◆ **Assigned task**
Count every line in the following entries that holds the word "worn". Only the number should be given.

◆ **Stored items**
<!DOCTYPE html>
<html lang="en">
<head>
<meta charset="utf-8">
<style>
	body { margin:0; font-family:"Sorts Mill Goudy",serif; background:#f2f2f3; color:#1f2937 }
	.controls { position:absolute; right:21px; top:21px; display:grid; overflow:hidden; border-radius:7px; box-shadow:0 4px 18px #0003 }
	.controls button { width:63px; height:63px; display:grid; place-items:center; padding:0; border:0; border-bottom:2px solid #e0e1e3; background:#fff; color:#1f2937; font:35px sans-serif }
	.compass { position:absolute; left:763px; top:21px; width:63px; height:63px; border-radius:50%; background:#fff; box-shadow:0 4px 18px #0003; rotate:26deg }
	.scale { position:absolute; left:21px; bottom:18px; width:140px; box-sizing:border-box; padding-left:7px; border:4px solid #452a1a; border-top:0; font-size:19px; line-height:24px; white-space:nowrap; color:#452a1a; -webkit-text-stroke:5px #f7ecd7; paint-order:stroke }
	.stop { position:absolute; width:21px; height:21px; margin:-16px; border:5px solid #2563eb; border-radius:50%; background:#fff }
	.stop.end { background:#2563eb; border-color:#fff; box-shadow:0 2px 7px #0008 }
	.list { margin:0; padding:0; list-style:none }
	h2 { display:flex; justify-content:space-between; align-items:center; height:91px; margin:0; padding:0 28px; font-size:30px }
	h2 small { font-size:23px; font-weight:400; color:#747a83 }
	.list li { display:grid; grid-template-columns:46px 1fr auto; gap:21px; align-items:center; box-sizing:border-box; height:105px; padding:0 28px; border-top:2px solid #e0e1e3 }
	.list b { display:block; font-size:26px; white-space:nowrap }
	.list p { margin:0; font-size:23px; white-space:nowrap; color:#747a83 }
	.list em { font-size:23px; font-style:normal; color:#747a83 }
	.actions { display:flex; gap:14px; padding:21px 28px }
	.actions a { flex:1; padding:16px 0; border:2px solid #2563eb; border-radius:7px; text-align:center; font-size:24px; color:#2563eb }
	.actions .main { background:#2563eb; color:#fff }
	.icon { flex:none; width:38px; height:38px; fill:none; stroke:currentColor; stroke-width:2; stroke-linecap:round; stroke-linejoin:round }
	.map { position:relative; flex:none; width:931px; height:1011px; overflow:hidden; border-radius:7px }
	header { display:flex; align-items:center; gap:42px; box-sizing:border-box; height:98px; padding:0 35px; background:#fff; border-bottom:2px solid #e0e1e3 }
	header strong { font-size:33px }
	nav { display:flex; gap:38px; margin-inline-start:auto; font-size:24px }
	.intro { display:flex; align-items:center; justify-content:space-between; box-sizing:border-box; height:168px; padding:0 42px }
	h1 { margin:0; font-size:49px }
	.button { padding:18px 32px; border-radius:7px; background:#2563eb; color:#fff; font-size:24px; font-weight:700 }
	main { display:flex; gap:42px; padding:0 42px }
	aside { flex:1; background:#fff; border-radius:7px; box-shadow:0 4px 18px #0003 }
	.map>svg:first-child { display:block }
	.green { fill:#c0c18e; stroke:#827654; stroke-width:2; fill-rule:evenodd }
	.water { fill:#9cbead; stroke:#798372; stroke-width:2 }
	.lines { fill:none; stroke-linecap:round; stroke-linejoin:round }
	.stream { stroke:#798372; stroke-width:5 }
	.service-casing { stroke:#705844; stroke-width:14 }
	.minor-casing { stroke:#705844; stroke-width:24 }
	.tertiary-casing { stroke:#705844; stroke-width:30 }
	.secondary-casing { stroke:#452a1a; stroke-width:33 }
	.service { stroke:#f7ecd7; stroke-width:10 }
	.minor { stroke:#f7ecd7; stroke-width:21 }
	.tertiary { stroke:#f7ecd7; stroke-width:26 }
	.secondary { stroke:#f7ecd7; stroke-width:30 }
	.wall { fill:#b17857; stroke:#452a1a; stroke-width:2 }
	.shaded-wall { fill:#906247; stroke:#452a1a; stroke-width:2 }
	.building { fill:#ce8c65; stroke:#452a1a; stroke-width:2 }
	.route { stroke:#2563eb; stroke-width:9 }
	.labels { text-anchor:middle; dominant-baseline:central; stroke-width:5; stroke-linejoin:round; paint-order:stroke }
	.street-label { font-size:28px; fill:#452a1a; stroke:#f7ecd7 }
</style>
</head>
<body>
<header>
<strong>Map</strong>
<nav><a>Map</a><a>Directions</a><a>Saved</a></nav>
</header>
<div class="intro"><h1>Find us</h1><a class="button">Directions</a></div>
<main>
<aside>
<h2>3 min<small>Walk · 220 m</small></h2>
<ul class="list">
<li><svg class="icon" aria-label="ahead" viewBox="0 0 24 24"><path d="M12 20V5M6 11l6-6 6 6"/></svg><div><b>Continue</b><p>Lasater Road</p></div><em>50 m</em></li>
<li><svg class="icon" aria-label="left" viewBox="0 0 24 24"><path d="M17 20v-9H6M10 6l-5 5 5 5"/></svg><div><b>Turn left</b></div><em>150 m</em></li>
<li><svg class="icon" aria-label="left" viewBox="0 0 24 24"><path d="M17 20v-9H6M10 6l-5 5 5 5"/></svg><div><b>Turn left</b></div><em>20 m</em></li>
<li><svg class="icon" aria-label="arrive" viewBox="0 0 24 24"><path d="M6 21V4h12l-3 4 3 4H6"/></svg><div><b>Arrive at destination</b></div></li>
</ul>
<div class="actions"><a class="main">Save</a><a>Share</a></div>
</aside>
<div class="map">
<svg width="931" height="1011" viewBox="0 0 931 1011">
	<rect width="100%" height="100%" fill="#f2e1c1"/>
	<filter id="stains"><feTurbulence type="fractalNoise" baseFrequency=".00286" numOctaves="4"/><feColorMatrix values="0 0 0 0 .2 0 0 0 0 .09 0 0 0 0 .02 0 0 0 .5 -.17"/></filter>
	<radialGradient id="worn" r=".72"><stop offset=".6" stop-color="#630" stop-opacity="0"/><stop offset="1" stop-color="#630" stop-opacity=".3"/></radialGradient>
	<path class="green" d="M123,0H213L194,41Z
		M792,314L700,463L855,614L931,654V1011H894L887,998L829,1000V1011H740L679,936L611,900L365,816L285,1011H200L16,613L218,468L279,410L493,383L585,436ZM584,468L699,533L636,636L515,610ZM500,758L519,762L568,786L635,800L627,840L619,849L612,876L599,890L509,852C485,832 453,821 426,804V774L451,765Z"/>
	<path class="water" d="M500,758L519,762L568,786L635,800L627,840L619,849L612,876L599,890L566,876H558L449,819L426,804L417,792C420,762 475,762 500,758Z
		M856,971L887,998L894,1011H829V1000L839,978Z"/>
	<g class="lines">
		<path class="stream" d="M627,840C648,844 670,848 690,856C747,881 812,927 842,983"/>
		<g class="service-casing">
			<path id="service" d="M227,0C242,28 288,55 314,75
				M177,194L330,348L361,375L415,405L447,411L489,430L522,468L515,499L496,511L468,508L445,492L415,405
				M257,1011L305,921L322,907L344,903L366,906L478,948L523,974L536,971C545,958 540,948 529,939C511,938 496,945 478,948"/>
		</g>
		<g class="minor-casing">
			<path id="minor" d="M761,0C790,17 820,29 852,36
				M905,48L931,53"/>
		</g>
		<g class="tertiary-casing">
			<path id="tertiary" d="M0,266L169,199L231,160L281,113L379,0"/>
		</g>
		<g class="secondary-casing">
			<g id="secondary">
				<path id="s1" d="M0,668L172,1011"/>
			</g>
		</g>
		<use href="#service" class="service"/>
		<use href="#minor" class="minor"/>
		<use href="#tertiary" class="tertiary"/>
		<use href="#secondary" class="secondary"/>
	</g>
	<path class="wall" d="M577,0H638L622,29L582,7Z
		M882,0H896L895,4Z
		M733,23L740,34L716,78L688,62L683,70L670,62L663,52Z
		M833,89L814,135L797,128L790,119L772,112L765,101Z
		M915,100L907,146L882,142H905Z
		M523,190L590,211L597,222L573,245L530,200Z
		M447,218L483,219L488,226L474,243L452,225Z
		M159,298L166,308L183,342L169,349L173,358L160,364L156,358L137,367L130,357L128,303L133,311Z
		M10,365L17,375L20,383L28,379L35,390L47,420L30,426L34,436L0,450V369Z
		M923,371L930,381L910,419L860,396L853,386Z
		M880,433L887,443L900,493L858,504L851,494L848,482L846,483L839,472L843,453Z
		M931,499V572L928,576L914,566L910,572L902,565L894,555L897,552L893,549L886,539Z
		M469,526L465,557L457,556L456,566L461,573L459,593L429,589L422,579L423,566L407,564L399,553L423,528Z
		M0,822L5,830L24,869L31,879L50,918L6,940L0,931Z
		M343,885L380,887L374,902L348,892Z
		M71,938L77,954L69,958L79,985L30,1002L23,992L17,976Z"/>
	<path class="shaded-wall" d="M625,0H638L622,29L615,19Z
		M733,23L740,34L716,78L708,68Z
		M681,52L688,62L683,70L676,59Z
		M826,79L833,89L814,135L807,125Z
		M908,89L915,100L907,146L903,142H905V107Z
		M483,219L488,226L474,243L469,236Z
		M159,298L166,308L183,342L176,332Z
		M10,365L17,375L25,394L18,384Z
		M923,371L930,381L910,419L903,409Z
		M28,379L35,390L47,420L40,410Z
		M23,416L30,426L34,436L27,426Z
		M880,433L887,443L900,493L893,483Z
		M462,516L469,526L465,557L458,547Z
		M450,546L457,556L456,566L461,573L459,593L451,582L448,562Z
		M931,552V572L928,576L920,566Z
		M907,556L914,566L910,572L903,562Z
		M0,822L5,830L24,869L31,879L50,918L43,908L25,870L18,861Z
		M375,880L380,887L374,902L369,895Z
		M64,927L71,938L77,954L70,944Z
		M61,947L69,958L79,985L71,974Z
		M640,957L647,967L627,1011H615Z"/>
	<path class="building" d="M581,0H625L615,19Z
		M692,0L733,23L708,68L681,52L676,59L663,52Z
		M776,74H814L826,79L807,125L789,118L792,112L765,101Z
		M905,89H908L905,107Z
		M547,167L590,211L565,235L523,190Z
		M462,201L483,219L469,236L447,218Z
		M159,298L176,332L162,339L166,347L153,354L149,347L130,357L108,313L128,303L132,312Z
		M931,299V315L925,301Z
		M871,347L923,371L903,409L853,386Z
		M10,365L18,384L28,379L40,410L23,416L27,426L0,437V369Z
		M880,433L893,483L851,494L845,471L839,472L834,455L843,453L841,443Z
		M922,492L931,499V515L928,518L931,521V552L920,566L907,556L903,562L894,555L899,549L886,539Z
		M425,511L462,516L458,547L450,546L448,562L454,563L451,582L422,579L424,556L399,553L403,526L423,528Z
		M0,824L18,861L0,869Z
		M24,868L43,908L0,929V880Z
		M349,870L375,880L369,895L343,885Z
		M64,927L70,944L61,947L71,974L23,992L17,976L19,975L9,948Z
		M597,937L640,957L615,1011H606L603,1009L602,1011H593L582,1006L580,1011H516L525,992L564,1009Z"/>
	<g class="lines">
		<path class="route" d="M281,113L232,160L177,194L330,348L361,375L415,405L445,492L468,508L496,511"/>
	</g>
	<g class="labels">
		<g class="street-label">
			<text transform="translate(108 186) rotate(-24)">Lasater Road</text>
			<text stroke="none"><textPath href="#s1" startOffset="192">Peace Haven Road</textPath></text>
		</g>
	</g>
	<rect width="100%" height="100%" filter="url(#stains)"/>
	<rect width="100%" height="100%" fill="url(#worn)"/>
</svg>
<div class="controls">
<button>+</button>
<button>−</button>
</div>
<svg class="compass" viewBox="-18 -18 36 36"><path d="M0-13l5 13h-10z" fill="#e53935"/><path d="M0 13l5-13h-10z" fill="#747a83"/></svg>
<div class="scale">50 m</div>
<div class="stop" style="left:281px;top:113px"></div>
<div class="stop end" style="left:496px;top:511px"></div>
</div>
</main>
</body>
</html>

◆ **Answer to the problem**
2